Work through the records below and copy every line that includes "paint".

>>>>

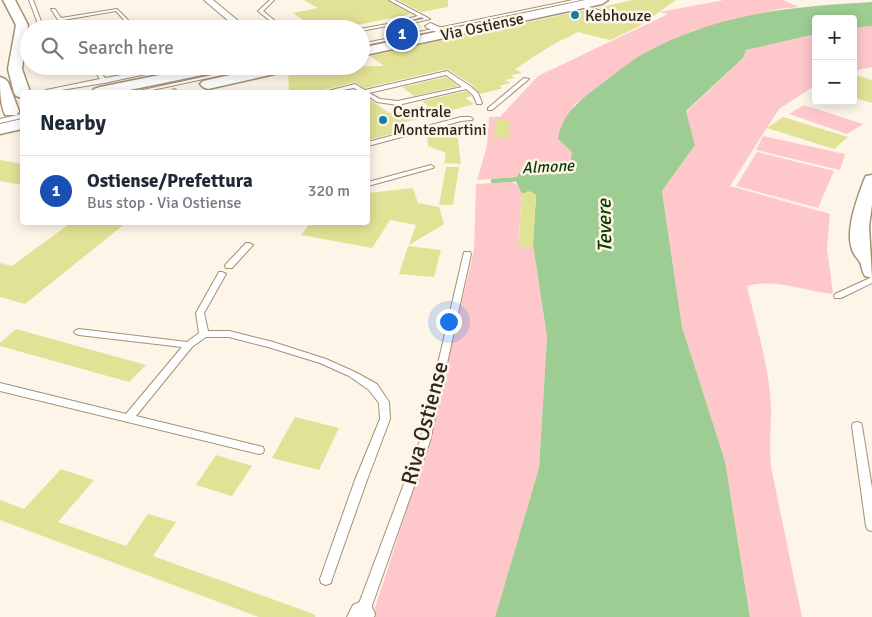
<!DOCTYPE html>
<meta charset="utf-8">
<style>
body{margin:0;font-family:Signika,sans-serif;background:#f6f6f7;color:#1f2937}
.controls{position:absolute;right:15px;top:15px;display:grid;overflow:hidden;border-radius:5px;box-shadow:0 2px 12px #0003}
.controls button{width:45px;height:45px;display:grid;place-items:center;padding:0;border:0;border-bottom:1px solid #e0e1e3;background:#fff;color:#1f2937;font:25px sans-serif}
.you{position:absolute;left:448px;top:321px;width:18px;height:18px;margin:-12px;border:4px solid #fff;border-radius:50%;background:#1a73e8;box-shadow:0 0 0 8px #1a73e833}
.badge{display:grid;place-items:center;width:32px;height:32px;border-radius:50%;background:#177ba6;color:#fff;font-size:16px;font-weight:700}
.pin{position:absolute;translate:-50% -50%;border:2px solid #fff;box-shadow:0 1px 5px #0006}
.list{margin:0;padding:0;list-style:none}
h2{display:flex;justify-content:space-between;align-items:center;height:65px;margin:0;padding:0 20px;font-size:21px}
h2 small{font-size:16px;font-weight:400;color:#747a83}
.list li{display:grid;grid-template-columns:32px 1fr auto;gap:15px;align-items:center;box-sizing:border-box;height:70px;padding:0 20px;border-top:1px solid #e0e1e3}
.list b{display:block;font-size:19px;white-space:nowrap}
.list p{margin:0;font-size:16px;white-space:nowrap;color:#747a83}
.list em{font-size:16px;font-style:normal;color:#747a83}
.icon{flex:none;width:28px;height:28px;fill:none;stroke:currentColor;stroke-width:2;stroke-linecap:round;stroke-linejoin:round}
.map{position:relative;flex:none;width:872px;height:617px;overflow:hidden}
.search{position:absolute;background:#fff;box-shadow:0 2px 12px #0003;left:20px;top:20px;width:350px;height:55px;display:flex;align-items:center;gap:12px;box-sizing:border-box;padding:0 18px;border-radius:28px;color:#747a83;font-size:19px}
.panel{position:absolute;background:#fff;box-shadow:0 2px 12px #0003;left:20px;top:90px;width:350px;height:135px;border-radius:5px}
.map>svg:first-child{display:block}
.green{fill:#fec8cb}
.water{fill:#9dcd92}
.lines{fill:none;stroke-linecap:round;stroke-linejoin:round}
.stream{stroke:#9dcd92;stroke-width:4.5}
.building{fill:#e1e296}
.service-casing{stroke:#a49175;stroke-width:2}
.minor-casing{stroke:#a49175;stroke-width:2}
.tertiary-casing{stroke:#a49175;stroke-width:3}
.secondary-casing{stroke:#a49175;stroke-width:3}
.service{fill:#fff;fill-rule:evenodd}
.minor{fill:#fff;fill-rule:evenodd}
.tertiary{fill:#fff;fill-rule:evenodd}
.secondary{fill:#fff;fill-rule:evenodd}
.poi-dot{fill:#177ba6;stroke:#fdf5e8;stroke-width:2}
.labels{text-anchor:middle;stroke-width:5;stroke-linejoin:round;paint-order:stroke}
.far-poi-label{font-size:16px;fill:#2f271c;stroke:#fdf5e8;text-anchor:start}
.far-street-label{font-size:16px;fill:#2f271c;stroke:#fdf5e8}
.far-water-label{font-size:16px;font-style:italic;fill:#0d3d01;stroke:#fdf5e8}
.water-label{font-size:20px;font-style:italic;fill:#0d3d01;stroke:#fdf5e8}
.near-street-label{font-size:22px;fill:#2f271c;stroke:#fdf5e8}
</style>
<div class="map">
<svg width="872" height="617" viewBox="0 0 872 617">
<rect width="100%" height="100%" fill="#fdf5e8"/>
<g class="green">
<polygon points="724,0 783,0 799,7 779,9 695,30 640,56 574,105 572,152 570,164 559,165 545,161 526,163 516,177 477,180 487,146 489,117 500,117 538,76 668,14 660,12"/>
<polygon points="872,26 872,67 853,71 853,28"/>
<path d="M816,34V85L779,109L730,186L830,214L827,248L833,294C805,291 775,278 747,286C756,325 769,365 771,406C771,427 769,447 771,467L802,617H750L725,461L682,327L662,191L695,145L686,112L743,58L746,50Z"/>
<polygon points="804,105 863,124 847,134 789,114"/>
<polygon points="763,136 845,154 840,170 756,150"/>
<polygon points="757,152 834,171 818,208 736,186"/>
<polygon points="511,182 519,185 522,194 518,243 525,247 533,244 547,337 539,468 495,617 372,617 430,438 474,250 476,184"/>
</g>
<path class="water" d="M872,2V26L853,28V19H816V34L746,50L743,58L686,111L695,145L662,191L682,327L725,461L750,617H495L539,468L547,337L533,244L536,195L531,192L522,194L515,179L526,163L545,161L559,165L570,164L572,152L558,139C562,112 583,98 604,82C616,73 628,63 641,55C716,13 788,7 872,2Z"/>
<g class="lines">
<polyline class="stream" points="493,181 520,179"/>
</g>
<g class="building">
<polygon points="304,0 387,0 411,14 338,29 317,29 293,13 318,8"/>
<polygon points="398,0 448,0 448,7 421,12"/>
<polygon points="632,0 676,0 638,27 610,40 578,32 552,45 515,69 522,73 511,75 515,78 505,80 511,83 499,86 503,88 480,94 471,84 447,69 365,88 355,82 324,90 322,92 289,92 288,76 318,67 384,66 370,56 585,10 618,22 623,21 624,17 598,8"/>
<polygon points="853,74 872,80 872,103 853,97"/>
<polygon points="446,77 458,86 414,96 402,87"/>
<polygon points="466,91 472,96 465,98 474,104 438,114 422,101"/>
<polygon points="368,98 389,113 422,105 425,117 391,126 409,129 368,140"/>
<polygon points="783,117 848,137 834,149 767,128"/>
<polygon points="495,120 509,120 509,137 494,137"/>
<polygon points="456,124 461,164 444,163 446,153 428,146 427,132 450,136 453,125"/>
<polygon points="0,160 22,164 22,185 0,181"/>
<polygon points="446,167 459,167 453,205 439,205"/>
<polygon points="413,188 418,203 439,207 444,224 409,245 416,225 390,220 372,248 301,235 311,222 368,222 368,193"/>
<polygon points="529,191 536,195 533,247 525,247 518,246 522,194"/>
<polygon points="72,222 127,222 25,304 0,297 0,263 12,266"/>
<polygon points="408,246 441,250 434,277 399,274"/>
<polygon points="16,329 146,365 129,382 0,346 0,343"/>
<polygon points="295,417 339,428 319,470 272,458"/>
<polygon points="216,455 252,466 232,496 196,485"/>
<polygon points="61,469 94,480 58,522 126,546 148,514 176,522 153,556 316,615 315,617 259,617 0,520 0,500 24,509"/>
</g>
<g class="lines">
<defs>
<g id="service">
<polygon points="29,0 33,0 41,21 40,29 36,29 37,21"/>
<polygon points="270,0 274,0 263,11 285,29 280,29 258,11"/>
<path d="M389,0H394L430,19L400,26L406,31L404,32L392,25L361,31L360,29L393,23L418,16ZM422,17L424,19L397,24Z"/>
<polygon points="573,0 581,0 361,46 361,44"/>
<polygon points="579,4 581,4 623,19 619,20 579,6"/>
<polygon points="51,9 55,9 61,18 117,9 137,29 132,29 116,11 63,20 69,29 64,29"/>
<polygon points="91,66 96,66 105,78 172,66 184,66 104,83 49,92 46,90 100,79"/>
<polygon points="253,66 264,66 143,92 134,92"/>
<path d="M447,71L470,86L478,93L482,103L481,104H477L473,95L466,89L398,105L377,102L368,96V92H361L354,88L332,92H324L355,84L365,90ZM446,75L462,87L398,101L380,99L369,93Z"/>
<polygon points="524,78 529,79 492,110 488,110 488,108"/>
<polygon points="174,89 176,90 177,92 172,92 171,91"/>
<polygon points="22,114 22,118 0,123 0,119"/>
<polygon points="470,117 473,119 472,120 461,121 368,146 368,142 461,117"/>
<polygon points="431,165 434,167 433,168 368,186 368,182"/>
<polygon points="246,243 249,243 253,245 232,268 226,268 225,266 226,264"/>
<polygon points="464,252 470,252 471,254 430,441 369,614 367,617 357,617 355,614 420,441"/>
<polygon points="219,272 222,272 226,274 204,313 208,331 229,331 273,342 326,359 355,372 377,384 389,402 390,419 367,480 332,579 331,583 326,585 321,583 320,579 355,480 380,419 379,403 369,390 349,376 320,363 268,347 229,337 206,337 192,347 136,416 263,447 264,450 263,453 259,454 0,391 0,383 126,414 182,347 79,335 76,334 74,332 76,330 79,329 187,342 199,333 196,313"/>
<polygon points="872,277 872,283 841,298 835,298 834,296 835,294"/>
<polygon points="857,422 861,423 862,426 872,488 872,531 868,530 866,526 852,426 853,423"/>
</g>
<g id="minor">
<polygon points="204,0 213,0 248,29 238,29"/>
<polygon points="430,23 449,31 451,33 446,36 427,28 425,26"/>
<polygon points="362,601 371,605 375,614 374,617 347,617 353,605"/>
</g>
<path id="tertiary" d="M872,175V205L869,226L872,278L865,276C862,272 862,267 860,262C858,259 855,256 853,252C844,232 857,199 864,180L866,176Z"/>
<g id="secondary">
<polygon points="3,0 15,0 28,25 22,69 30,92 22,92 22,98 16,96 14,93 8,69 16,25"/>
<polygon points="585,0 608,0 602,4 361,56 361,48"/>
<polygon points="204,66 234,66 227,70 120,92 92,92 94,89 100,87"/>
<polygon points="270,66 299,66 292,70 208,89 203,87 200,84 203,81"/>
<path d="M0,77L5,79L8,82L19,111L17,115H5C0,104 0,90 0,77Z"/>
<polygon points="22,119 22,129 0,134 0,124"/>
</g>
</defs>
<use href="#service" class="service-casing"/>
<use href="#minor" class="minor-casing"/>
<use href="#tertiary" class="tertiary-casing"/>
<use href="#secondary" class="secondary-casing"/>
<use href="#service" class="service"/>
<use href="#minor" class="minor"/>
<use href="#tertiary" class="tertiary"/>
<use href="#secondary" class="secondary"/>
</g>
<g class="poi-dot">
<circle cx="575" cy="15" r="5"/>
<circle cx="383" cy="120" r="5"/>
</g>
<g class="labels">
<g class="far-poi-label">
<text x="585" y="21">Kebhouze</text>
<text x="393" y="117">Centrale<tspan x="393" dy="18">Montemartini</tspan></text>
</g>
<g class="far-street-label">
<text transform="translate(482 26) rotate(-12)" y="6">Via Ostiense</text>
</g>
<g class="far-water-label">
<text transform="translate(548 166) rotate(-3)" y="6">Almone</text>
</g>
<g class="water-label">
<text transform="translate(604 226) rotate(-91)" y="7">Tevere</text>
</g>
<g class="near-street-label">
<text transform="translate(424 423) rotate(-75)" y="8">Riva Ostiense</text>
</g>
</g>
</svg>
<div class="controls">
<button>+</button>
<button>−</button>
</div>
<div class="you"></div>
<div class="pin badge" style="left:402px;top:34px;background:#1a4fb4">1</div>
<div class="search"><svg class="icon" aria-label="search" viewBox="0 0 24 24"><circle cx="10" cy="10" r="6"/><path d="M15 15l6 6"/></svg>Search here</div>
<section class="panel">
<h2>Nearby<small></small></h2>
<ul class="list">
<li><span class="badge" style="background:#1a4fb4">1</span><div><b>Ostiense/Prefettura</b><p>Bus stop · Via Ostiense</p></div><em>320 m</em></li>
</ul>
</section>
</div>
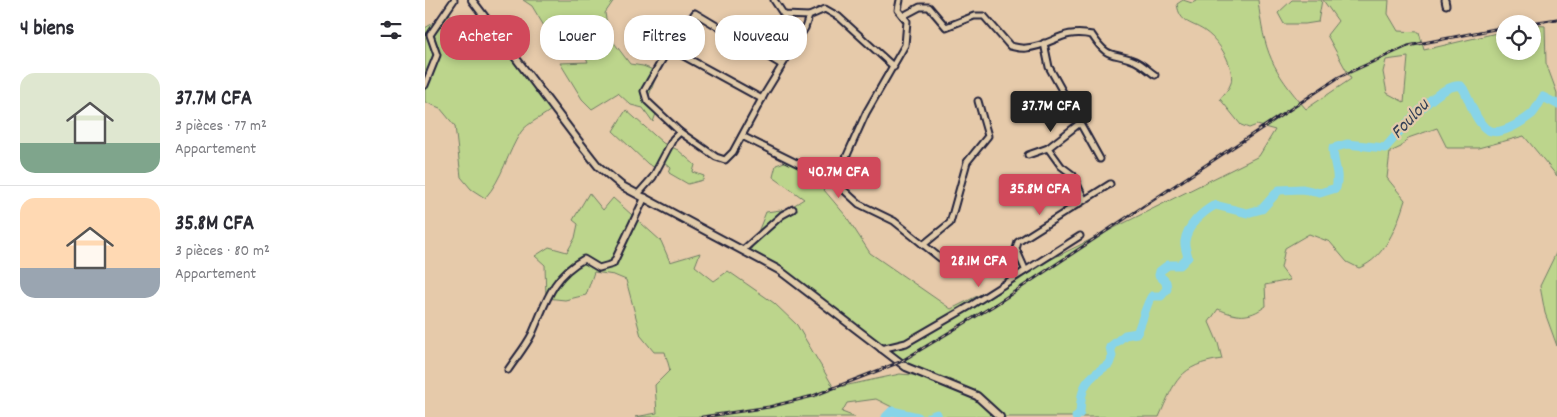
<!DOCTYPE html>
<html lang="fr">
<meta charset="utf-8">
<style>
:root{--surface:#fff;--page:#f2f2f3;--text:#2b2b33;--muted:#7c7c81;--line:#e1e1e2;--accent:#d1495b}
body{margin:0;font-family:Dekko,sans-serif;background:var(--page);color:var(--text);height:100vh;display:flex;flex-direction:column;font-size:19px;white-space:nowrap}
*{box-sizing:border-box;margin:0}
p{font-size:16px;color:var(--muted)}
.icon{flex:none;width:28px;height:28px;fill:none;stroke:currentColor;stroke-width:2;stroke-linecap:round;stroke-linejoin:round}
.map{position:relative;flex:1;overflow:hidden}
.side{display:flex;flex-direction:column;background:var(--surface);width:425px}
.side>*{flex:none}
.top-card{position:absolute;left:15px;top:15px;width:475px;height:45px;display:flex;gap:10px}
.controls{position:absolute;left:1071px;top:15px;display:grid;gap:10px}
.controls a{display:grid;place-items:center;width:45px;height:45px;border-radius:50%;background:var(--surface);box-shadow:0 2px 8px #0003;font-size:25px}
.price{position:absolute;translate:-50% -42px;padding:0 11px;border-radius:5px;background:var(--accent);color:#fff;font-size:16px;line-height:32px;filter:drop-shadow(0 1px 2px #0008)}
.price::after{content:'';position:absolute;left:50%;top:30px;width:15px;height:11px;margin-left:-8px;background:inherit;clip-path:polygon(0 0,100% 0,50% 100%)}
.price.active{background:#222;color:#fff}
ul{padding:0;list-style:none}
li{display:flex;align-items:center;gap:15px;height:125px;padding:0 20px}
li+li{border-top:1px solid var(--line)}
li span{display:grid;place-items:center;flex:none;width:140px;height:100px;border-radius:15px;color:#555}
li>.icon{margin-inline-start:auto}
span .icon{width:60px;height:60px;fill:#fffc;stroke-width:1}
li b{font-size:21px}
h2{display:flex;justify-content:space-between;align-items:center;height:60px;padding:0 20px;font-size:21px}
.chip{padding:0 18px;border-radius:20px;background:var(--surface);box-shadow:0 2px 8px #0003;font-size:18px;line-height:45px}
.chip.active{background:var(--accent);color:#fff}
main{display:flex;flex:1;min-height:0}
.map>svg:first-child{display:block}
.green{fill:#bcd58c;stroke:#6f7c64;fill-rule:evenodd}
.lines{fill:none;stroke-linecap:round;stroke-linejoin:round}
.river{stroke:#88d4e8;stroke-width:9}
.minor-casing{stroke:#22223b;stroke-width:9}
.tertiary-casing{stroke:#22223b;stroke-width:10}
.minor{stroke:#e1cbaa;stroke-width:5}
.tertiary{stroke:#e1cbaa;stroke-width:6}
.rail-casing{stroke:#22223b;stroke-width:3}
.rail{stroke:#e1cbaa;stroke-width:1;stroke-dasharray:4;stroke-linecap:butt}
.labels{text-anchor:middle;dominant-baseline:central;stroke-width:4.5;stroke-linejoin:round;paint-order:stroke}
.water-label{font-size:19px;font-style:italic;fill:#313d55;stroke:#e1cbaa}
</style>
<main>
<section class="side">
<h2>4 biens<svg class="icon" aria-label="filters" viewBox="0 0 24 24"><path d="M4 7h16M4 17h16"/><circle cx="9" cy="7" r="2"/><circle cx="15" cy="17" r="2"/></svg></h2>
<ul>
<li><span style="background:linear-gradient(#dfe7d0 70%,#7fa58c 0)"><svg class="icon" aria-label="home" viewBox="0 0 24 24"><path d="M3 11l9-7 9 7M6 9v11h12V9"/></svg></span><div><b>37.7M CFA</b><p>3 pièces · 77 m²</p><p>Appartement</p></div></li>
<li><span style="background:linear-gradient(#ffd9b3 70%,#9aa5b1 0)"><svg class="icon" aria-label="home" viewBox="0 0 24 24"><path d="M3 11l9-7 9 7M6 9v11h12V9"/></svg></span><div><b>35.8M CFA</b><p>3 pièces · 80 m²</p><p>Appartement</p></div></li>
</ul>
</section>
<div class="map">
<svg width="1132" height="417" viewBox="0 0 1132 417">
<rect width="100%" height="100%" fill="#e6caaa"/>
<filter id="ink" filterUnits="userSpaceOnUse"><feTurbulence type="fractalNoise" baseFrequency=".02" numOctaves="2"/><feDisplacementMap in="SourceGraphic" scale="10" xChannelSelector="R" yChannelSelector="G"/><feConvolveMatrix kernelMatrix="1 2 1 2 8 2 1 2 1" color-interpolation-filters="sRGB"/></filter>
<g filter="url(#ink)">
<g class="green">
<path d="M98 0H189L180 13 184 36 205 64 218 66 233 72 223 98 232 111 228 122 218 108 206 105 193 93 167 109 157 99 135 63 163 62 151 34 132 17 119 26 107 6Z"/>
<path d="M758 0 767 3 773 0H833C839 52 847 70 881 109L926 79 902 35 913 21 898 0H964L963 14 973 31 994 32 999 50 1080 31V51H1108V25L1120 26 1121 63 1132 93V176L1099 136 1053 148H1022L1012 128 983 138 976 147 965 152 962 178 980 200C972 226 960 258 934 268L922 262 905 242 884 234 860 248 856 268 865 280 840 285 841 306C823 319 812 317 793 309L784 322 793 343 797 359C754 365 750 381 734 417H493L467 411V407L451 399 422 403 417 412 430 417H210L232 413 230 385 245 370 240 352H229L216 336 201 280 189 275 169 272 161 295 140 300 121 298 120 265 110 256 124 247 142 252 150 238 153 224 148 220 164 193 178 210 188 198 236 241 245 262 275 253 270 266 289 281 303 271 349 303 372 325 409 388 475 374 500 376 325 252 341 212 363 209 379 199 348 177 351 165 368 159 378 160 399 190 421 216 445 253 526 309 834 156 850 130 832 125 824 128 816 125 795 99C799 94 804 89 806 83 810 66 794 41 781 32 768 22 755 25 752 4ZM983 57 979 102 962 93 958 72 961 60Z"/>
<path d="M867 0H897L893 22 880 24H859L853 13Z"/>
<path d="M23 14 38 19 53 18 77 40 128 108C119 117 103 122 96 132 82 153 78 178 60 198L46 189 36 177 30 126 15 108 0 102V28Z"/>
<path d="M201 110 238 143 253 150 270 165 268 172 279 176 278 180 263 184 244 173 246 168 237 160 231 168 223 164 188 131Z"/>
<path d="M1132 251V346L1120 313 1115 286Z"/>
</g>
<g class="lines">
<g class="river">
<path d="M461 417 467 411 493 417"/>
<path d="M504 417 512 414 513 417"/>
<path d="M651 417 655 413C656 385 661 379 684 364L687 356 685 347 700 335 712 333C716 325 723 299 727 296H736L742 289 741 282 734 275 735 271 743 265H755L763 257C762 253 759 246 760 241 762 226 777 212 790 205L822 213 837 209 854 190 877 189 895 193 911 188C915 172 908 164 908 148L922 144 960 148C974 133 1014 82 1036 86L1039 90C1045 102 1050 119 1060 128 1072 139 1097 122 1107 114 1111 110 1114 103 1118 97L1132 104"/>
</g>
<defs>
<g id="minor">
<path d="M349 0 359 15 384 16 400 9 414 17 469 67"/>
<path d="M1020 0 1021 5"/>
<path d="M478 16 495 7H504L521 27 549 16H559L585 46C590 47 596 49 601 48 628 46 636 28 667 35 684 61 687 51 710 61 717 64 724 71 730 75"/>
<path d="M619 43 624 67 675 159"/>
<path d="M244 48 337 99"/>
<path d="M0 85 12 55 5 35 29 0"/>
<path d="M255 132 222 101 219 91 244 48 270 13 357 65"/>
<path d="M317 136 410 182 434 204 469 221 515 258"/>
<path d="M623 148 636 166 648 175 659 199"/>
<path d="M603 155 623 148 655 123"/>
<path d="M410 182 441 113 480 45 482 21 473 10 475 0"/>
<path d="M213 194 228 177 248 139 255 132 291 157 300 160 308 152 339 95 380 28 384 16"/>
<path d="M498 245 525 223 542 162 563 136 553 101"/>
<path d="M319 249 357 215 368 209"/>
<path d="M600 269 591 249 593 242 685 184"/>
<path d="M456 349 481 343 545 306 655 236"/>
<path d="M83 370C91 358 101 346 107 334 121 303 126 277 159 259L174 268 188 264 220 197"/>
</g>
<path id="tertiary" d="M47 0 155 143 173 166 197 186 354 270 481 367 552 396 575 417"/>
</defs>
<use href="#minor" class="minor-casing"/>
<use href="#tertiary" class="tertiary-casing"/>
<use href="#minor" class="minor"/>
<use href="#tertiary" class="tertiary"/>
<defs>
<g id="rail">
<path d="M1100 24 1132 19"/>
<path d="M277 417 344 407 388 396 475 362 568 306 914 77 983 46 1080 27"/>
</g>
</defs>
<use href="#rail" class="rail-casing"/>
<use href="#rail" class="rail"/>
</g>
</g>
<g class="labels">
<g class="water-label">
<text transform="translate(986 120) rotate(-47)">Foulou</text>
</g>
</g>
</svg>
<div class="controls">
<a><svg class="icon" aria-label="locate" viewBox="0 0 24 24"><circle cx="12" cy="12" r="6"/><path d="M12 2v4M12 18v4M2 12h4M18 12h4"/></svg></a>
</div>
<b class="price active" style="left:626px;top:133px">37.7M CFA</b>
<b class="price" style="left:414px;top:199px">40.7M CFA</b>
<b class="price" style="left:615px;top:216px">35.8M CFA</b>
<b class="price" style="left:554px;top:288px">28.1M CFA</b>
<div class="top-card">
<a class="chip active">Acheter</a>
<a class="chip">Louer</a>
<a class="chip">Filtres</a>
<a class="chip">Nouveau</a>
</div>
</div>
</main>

<<<<

--- RESPONSE TO THE EXERCISE ---
.labels{text-anchor:middle;stroke-width:5;stroke-linejoin:round;paint-order:stroke}
.labels{text-anchor:middle;dominant-baseline:central;stroke-width:4.5;stroke-linejoin:round;paint-order:stroke}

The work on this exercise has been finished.